*Your task:* Return all the entries exactly. No pictures.
§
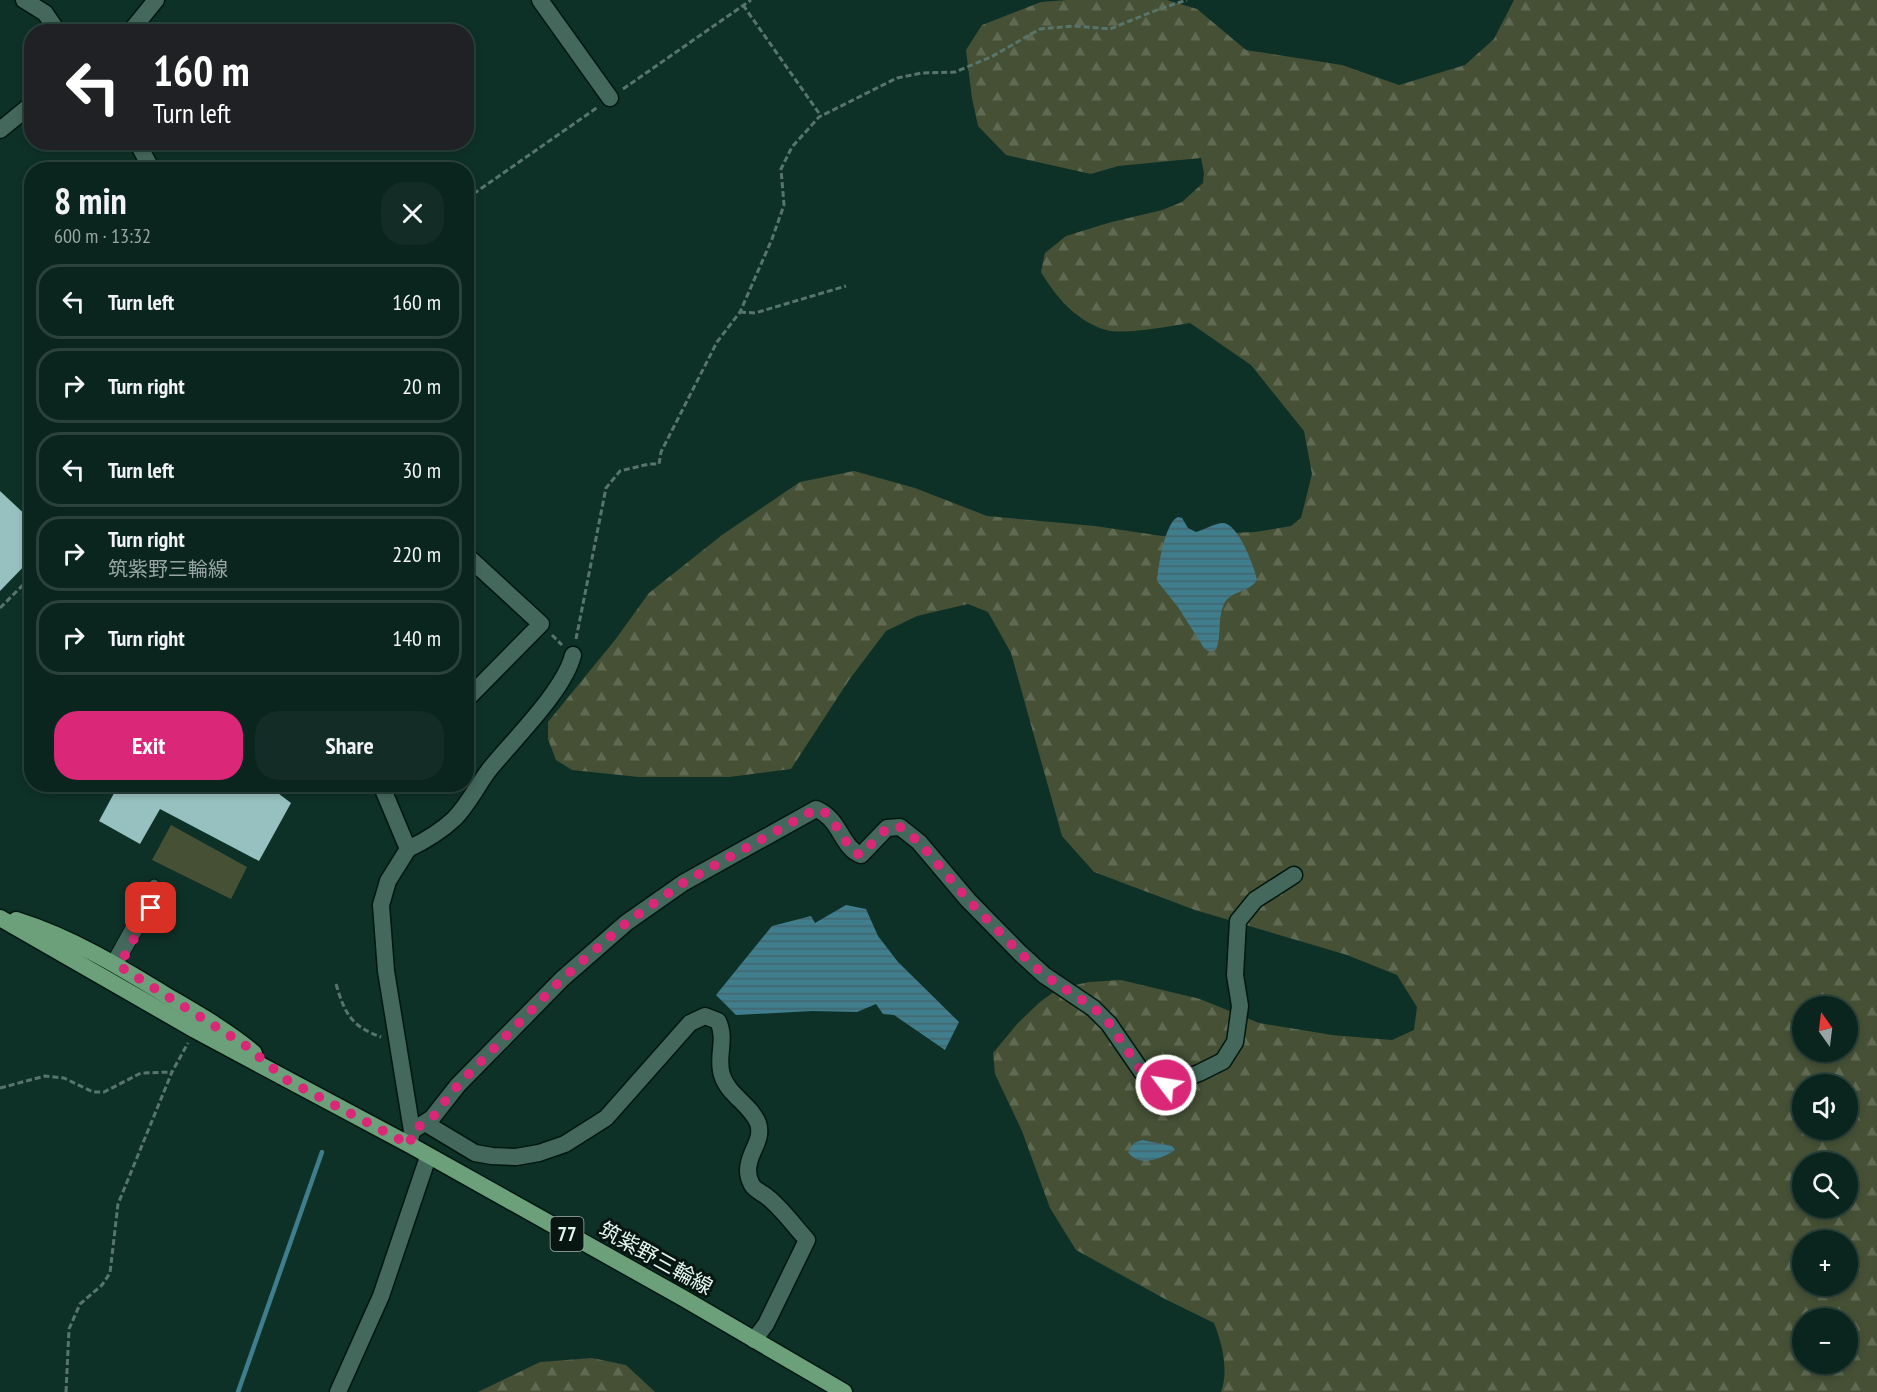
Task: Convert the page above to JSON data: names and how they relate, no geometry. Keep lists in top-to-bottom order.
{
  "streets": {
    "main road": ["77", "筑紫野三輪線"]
  },
  "north": "top",
  "page": {
    "turn": ["160 m", "Turn left"],
    "heading": ["8 min", "600 m · 13:32"],
    "list": [
      {
        "name": "Turn left",
        "value": "160 m"
      },
      {
        "name": "Turn right",
        "value": "20 m"
      },
      {
        "name": "Turn left",
        "value": "30 m"
      },
      {
        "name": "Turn right",
        "note": "筑紫野三輪線",
        "value": "220 m"
      },
      {
        "name": "Turn right",
        "value": "140 m"
      }
    ],
    "buttons": ["Exit", "Share"],
    "map_buttons": ["+", "−"]
  }
}
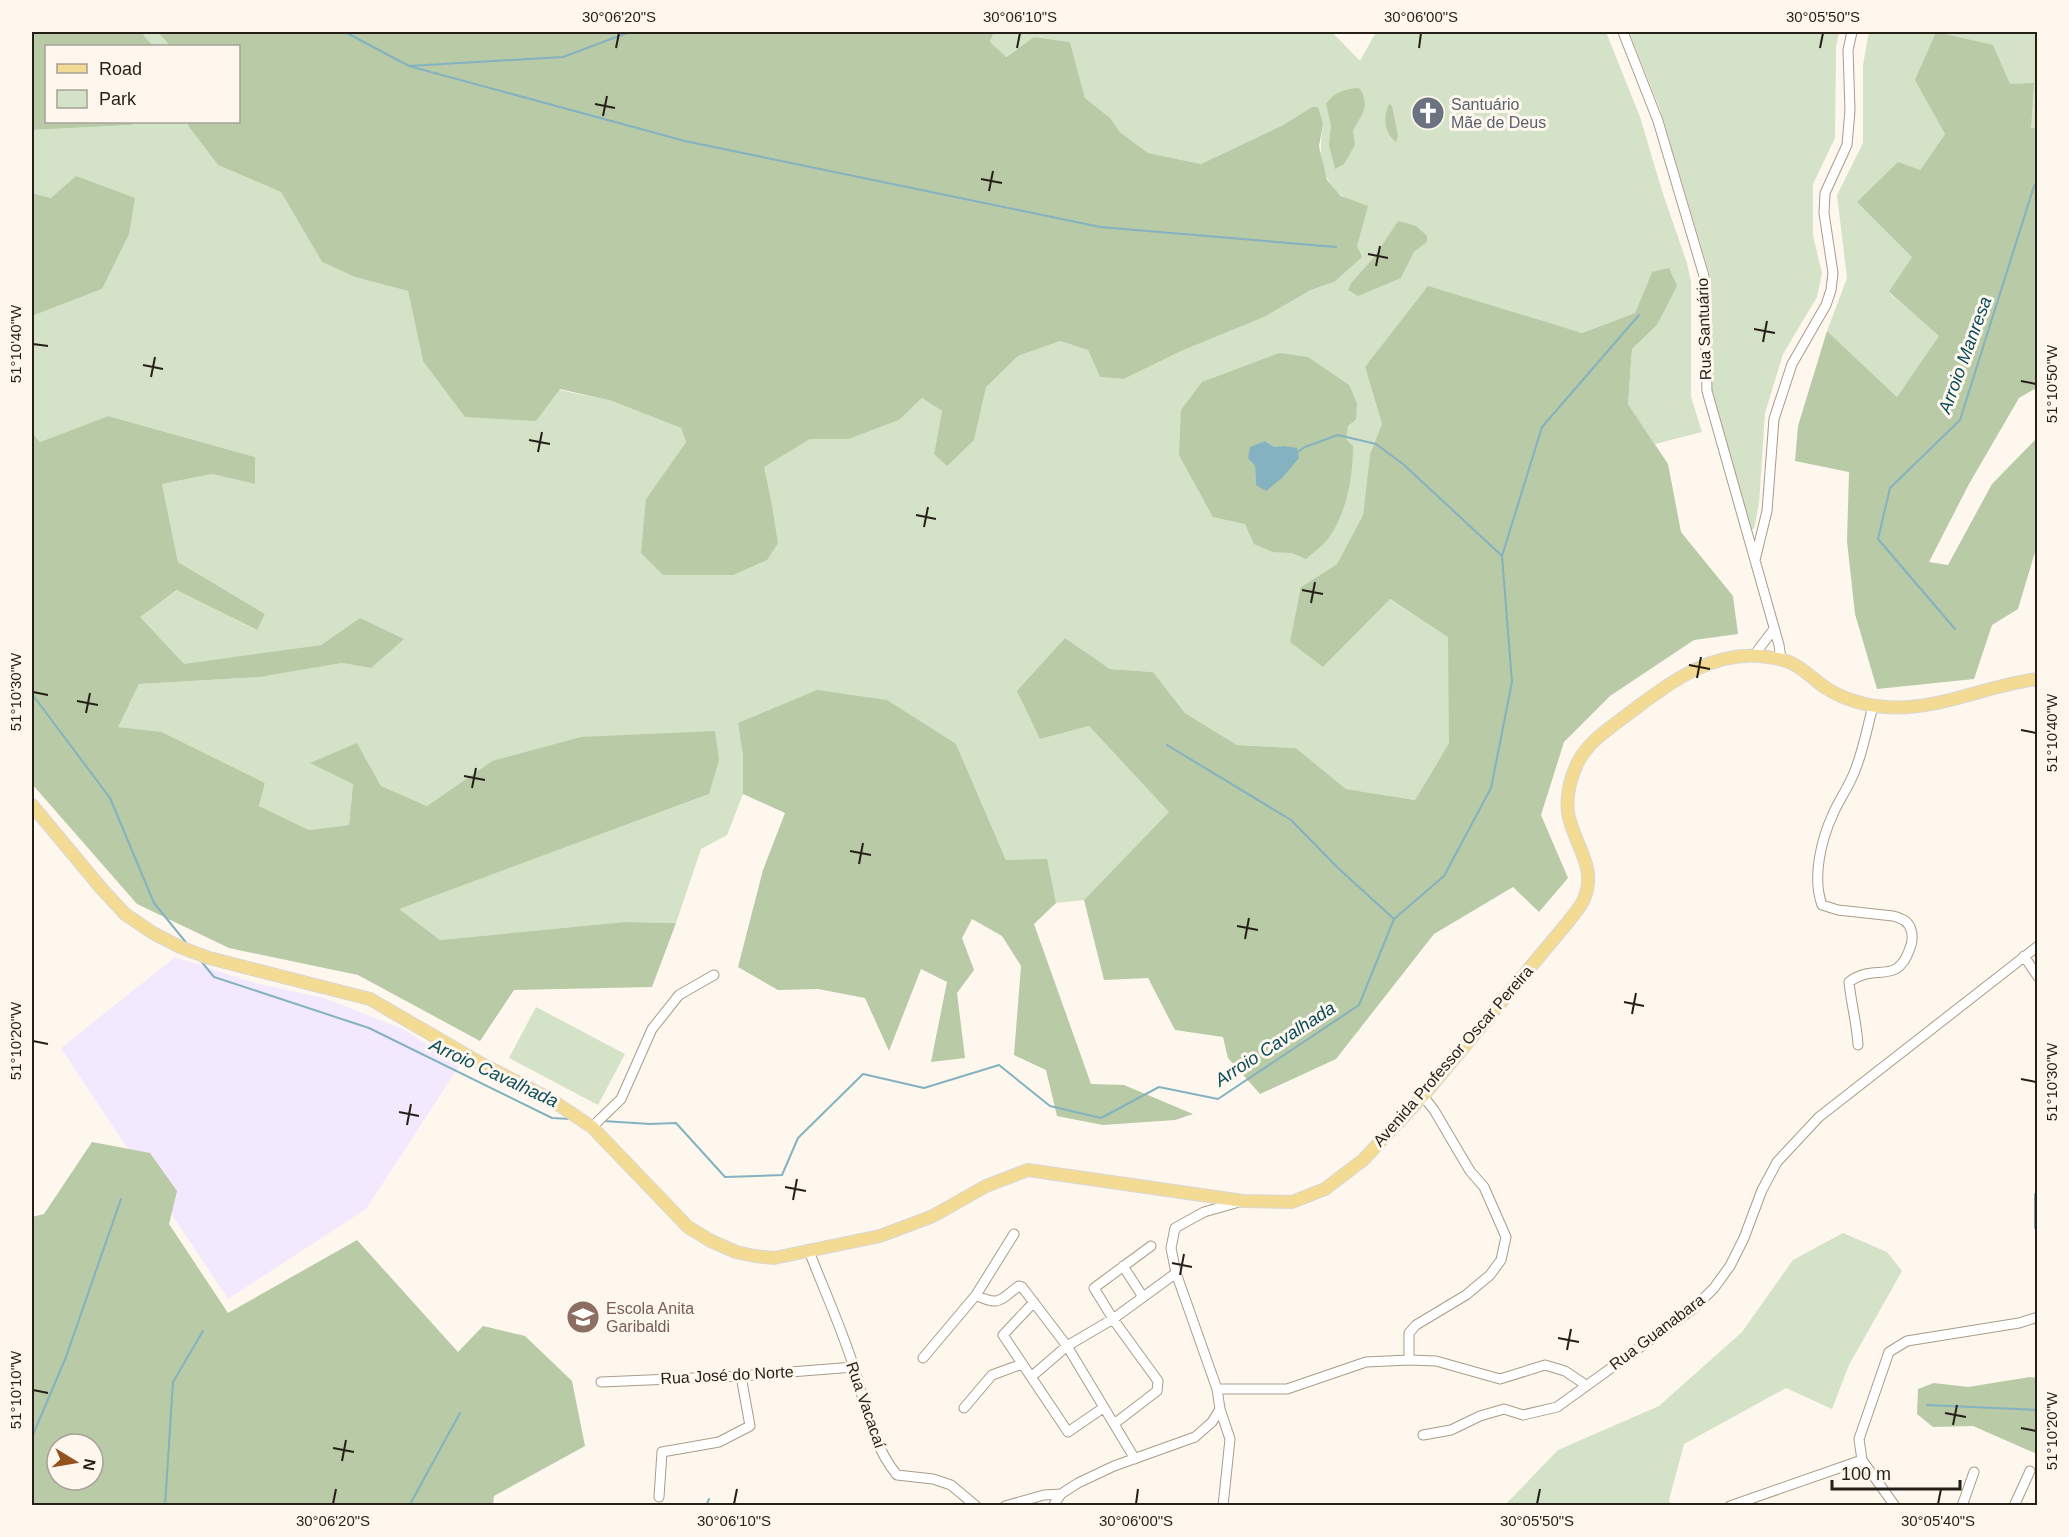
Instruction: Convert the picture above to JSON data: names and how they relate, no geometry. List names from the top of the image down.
{
  "streets": {
    "main road": ["Avenida Professor Oscar Pereira"],
    "street": [
      "Rua Santuário",
      "Rua Guanabara",
      "Rua José do Norte",
      "Rua Vacacaí"
    ]
  },
  "crossings": [
    ["Rua Santuário", "Avenida Professor Oscar Pereira"],
    ["Avenida Professor Oscar Pereira", "Rua Vacacaí"],
    ["Rua José do Norte", "Rua Vacacaí"]
  ],
  "water": ["Arroio Manresa", "Arroio Cavalhada"],
  "places": {
    "church": ["Santuário Mãe de Deus"],
    "school or university": ["Escola Anita Garibaldi"]
  },
  "legend": ["Road", "Park"],
  "scale_bar": "100 m",
  "north": "right",
  "coordinates": [
    "30°06'20\"S",
    "30°06'10\"S",
    "30°06'00\"S",
    "30°05'50\"S",
    "51°10'40\"W",
    "51°10'50\"W",
    "51°10'30\"W",
    "51°10'20\"W",
    "51°10'10\"W",
    "30°05'40\"S"
  ]
}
§
*Response area:*
Task: Convert the page above to JSON data: names and how they relate, no geometry. Keep lists in top-to-bottom order.
{
  "streets": {
    "main road": ["77", "筑紫野三輪線"]
  },
  "north": "top",
  "page": {
    "turn": ["160 m", "Turn left"],
    "heading": ["8 min", "600 m · 13:32"],
    "list": [
      {
        "name": "Turn left",
        "value": "160 m"
      },
      {
        "name": "Turn right",
        "value": "20 m"
      },
      {
        "name": "Turn left",
        "value": "30 m"
      },
      {
        "name": "Turn right",
        "note": "筑紫野三輪線",
        "value": "220 m"
      },
      {
        "name": "Turn right",
        "value": "140 m"
      }
    ],
    "buttons": ["Exit", "Share"],
    "map_buttons": ["+", "−"]
  }
}
Instruction: Convert the picture above to JSON data: names and how they relate, no geometry. List names from the top of the image down.
{
  "streets": {
    "main road": ["Avenida Professor Oscar Pereira"],
    "street": [
      "Rua Santuário",
      "Rua Guanabara",
      "Rua José do Norte",
      "Rua Vacacaí"
    ]
  },
  "crossings": [
    ["Rua Santuário", "Avenida Professor Oscar Pereira"],
    ["Avenida Professor Oscar Pereira", "Rua Vacacaí"],
    ["Rua José do Norte", "Rua Vacacaí"]
  ],
  "water": ["Arroio Manresa", "Arroio Cavalhada"],
  "places": {
    "church": ["Santuário Mãe de Deus"],
    "school or university": ["Escola Anita Garibaldi"]
  },
  "legend": ["Road", "Park"],
  "scale_bar": "100 m",
  "north": "right",
  "coordinates": [
    "30°06'20\"S",
    "30°06'10\"S",
    "30°06'00\"S",
    "30°05'50\"S",
    "51°10'40\"W",
    "51°10'50\"W",
    "51°10'30\"W",
    "51°10'20\"W",
    "51°10'10\"W",
    "30°05'40\"S"
  ]
}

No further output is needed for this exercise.